Here, we introduce a mechanically robust and damage/contamination recoverable superhydrophobic surface consisting of ultra-high-molecular-weight polyethylene (UHMWPE) and 1H,1H,2H,2H-perfluorooctyltriethoxysilane bonded titanium dioxide nanoparticles (PFOTES/TiO2 NPs). The surface's microstructures were fabricated by a simple sanding process, and the micro-roughness was easily controlled by changing the grit number of the sandpaper. By adding PFOTES/TiO2 NPs to UHMWPE, the surface's wettability mode was transformed from the Wenzel to the Cassie–Baxter state, resulting in a superhydrophobic surface with a water contact angle of ∼160° and a low contact angle hysteresis/rolling-off angle of <5°. The mechanical strengths of the superhydrophobic surfaces were more prominent than those of commercial high-strength cement, and their superhydrophobicity remained after 80 or 100 cycles of sand dropping, sandpaper abrasion and adhesive tape peeling, and even after making 2000 scalpel scratches. In addition, the surfaces readily recovered their superhydrophobicity through a simple sanding process when damaged under extreme conditions.

Experimental section

PFOTES/TiO2 NP synthesis

1 g of 1H,1H,2H,2H-perfluorooctyltriethoxysilane (Sigma-Aldrich, UK) was mixed with 99.0 g of pure ethanol solution with continuous agitation. 13 g of titanium oxide(IV) nanoparticles with a size of 21 nm (TiO2, Sigma-Aldrich, UK) were added to the solution, which was vortexed for 5 min, and then kept at room temperature for 24 h. The solution was coated onto a glass substrate and aerially dried in a dark room for 3 h, resulting in a superhydrophobic coating. The coating layer was scrubbed off using a spatula and ground with an electric blender.

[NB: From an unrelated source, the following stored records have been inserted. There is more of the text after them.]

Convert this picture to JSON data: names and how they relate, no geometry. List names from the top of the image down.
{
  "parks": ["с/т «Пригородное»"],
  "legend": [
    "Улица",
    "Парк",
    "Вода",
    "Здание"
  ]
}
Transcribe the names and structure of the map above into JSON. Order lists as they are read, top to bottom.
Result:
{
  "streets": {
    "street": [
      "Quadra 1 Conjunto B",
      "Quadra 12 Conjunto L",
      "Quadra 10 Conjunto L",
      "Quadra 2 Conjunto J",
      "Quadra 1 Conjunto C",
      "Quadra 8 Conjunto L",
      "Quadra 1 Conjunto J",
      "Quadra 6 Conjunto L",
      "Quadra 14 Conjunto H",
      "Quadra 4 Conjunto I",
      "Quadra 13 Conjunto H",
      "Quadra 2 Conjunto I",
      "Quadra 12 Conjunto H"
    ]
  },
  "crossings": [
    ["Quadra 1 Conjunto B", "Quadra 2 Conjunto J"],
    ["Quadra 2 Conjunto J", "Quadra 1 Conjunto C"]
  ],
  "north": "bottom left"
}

Production of the superhydrophobic surface

PFOTES/TiO2 NPs and UHMWPE powder were mixed in ratios of 3[thin space (1/6-em)]:[thin space (1/6-em)]7, 4[thin space (1/6-em)]:[thin space (1/6-em)]6, 5[thin space (1/6-em)]:[thin space (1/6-em)]5, and 6[thin space (1/6-em)]:[thin space (1/6-em)]4 in an electric blender. 30 g of the mixture was placed into the stainless mould consisting of three parts (Fig. S1) and thermally pressed at 150 °C for 45 min. The pressure applied on the mixture was about 11 MPa. After that, the solid samples with a thickness of ∼1 cm and a diameter of ∼6 cm were collected and cooled down to room temperature. To control the surface roughness, the sample was placed on sandpaper, and then under a load pressure ranging from 46 to 68 kPa, the sample was moved back and forth for 15 cm along a ruler. 100 cycles were performed to be sure that the surface was uniformly worn. Grit no. 120, 240, 400, 800, and 1200 were used for the sanding process.

X-ray photoelectron spectroscopy (XPS), attenuated total reflectance-infrared spectroscopy (ATR-IR) and scanning electron microscopy (SEM)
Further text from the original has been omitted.